(Task instructions): Look through the records below for the word "lane". Report how many lines have it, and only that number.
______
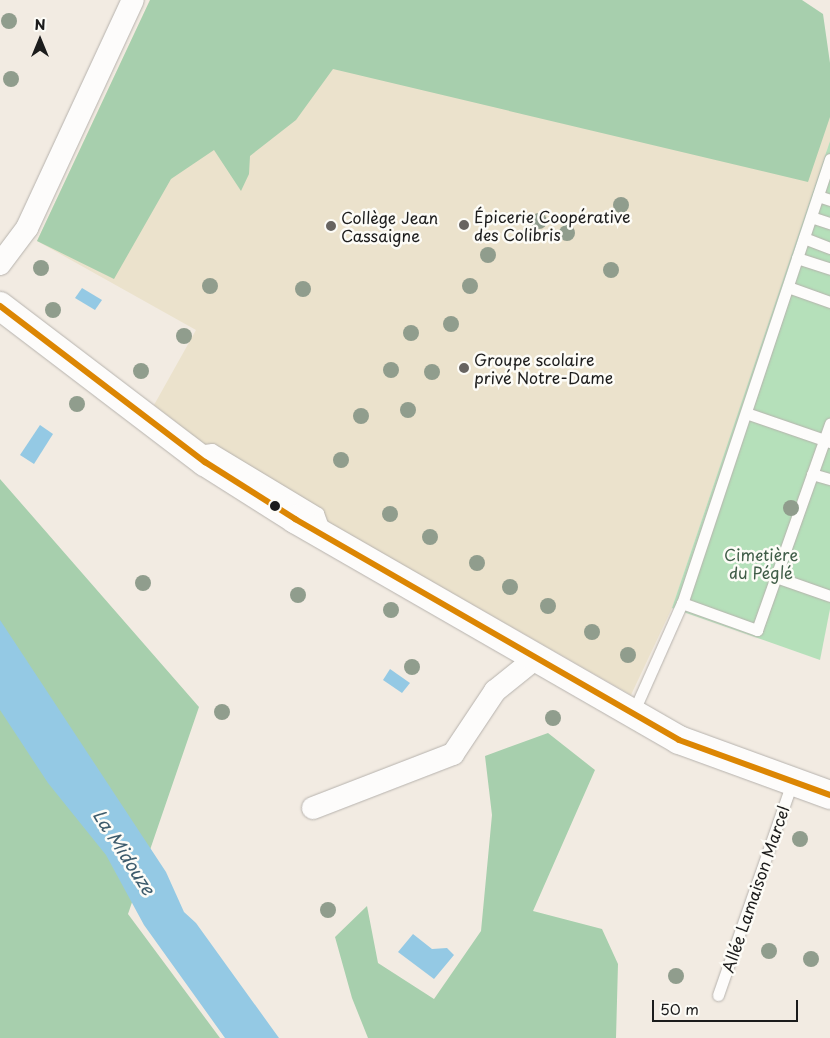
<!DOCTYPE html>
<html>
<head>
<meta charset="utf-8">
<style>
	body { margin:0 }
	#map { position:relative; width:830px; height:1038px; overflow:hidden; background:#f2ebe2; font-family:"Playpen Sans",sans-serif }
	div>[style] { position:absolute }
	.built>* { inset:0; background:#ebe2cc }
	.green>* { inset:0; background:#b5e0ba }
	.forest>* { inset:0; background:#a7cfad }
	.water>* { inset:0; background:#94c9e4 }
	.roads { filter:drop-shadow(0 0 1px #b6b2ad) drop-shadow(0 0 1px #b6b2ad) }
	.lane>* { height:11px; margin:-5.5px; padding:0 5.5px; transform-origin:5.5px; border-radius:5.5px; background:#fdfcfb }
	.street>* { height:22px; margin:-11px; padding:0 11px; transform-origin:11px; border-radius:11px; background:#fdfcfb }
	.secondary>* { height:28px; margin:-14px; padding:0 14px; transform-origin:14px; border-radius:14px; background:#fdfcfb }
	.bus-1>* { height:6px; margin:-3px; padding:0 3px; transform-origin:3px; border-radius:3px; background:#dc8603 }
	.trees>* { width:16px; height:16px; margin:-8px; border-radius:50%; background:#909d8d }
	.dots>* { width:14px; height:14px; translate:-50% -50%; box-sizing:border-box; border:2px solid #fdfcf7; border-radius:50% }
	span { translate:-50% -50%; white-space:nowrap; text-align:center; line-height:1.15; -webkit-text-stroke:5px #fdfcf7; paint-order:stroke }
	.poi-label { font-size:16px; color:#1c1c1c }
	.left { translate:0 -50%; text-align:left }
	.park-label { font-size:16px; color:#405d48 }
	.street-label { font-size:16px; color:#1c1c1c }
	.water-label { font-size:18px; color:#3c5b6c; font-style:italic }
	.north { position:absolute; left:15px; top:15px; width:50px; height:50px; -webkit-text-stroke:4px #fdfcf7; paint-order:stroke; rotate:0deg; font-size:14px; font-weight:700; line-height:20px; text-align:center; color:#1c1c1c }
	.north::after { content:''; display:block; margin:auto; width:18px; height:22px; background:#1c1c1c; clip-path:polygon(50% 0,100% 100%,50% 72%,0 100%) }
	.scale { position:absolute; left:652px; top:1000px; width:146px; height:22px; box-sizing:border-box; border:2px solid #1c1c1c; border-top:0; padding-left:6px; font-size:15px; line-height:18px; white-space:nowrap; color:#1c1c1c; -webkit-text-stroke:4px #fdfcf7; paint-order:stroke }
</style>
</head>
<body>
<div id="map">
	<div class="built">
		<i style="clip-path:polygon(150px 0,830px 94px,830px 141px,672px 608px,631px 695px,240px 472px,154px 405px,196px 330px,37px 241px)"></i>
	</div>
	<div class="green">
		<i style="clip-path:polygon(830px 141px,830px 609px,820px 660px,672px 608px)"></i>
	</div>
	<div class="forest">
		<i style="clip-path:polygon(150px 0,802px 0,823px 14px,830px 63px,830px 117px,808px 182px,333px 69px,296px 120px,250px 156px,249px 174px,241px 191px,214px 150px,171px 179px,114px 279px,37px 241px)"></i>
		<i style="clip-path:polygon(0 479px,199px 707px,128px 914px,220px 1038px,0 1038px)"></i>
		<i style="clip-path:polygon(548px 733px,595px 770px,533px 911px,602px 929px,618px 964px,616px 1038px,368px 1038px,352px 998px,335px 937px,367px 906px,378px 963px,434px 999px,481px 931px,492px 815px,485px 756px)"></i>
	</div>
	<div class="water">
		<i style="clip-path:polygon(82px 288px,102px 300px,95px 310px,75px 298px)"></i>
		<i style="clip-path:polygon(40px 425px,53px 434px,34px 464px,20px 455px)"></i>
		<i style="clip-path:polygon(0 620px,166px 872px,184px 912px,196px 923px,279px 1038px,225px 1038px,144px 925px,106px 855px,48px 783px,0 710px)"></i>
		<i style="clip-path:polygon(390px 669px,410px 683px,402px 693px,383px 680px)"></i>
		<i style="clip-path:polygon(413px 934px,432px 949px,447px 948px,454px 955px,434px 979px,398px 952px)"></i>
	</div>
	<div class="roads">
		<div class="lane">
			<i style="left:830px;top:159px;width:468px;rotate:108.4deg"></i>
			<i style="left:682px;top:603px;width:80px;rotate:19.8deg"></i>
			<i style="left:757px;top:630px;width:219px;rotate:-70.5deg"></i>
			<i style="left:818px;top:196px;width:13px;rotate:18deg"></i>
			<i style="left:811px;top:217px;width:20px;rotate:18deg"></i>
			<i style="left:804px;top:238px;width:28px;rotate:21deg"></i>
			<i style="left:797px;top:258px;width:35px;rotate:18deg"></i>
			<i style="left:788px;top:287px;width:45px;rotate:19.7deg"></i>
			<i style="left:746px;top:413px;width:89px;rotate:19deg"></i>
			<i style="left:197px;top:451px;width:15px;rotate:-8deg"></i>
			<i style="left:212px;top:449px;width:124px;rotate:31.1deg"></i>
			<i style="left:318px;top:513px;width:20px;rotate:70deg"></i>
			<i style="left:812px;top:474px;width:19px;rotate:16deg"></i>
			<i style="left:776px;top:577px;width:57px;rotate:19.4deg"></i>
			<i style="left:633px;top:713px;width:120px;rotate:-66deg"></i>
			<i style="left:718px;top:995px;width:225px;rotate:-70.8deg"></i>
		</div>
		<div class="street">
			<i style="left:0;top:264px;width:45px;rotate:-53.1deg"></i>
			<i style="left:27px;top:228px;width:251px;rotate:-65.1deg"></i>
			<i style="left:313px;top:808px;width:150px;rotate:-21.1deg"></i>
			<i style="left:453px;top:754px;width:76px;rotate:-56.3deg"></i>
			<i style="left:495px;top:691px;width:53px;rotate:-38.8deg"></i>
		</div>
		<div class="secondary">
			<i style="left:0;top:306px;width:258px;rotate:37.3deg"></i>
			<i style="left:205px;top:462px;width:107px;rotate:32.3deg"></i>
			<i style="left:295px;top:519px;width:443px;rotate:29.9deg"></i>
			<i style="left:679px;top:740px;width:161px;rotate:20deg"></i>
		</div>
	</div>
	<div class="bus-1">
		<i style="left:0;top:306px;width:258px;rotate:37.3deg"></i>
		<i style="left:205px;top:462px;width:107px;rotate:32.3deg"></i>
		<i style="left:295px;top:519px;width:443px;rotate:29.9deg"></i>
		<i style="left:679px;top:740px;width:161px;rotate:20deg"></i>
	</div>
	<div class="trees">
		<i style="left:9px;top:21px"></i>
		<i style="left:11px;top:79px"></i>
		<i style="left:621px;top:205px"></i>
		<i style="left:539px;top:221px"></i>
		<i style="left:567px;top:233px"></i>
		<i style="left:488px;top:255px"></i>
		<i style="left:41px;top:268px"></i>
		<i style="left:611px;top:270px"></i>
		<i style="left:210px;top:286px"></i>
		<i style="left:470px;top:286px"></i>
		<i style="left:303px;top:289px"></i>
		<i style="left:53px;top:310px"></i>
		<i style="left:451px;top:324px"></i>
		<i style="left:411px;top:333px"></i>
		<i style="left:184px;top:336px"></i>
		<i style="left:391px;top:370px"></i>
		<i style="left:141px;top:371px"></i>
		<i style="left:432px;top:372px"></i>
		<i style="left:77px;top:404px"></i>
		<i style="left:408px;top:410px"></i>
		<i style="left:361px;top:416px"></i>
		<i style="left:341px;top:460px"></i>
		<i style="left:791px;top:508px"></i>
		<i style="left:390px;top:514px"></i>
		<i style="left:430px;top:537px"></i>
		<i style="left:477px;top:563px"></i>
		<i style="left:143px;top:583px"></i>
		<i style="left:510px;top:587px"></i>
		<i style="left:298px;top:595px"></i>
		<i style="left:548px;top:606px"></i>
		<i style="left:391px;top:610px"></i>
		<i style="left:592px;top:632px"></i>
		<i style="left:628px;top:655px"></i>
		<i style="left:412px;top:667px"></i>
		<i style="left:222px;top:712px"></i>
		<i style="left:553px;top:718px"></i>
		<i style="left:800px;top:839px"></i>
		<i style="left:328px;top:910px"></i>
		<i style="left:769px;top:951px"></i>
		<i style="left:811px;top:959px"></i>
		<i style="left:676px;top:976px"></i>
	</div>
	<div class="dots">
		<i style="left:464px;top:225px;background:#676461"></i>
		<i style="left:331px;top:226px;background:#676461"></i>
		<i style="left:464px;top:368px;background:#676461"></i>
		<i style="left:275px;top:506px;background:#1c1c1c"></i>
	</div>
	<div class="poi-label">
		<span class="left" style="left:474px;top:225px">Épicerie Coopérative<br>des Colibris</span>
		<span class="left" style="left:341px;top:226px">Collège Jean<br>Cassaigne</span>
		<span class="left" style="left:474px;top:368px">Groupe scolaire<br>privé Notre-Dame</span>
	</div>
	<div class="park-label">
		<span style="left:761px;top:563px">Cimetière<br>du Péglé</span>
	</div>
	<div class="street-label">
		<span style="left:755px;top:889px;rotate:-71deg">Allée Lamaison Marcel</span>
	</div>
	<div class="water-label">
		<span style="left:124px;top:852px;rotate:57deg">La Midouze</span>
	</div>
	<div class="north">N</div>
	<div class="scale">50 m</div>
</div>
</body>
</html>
______
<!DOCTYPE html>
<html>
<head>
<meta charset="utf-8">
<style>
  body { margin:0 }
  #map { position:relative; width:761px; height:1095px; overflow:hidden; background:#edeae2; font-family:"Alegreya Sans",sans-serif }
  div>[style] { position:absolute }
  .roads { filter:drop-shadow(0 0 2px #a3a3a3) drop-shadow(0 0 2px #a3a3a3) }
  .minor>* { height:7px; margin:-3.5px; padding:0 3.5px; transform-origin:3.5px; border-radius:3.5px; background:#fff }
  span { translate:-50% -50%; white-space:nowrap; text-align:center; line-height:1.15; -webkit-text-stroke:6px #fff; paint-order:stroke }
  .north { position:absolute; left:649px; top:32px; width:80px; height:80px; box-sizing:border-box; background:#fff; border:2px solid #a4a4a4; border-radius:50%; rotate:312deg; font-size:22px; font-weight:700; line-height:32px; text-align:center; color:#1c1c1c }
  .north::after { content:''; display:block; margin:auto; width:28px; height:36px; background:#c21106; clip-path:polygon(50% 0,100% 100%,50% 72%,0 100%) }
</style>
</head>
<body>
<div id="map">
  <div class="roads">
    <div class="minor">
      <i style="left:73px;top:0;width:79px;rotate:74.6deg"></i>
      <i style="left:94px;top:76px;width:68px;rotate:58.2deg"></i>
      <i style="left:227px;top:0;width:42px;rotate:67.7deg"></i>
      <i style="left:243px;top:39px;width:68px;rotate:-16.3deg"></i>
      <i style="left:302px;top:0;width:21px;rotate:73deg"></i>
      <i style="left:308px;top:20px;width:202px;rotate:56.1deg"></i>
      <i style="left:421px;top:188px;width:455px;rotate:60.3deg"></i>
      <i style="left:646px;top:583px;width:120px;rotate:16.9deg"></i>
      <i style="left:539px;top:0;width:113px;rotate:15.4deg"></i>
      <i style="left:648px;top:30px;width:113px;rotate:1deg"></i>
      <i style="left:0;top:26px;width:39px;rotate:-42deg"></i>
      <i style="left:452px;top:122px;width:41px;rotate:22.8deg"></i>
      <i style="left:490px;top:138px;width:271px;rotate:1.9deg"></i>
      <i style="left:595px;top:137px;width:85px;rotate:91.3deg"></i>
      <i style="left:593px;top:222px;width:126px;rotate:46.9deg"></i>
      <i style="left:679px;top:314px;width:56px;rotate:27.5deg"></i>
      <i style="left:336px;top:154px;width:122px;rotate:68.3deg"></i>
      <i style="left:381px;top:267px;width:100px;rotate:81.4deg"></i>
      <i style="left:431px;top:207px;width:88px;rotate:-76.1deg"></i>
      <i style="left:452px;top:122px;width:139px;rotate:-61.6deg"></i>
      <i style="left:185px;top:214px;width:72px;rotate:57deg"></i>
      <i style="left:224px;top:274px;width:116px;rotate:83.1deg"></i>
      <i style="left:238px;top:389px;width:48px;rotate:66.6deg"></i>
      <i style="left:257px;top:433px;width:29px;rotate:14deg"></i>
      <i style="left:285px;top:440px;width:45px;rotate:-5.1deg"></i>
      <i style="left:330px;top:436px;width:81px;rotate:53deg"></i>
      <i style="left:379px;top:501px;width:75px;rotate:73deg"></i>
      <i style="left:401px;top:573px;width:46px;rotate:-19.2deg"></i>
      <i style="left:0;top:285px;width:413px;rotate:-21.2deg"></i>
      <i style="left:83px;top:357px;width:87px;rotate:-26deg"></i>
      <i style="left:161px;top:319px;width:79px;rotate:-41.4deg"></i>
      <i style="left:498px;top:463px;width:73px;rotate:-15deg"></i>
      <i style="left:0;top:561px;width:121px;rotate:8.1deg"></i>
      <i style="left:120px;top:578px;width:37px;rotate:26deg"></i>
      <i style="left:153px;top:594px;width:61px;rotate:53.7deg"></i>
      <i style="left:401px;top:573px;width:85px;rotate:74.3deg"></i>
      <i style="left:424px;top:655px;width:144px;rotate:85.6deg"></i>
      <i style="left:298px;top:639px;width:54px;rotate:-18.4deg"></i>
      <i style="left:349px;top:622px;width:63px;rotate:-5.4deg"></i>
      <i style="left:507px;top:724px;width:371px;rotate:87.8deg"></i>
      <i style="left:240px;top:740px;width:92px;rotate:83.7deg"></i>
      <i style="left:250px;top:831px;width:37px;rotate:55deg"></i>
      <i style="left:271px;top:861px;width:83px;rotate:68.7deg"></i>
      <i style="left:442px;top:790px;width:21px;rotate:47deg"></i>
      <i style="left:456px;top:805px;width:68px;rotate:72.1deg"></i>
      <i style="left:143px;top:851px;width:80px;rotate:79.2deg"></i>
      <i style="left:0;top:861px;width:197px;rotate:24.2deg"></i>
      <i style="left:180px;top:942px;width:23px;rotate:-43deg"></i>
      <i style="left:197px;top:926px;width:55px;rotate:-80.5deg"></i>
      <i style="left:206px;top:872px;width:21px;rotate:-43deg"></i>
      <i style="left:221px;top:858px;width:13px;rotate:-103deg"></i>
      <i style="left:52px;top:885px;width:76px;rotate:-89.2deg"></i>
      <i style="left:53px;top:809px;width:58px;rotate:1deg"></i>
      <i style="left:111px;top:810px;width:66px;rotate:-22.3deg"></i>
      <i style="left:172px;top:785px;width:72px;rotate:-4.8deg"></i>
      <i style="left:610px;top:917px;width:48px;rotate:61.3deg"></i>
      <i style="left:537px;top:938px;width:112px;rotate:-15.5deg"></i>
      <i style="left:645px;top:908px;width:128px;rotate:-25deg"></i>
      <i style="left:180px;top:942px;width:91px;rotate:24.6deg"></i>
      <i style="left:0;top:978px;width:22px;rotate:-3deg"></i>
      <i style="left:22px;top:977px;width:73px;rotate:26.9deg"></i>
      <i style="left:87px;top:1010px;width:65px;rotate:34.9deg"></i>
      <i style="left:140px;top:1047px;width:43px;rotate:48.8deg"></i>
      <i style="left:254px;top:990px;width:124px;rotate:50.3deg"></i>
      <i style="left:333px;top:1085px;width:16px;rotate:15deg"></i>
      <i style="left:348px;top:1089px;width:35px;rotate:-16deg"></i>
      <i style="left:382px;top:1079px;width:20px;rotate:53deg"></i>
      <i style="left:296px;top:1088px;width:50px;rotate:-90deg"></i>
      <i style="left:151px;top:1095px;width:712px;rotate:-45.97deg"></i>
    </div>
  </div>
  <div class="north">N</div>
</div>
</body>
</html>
______
(Written answer): 2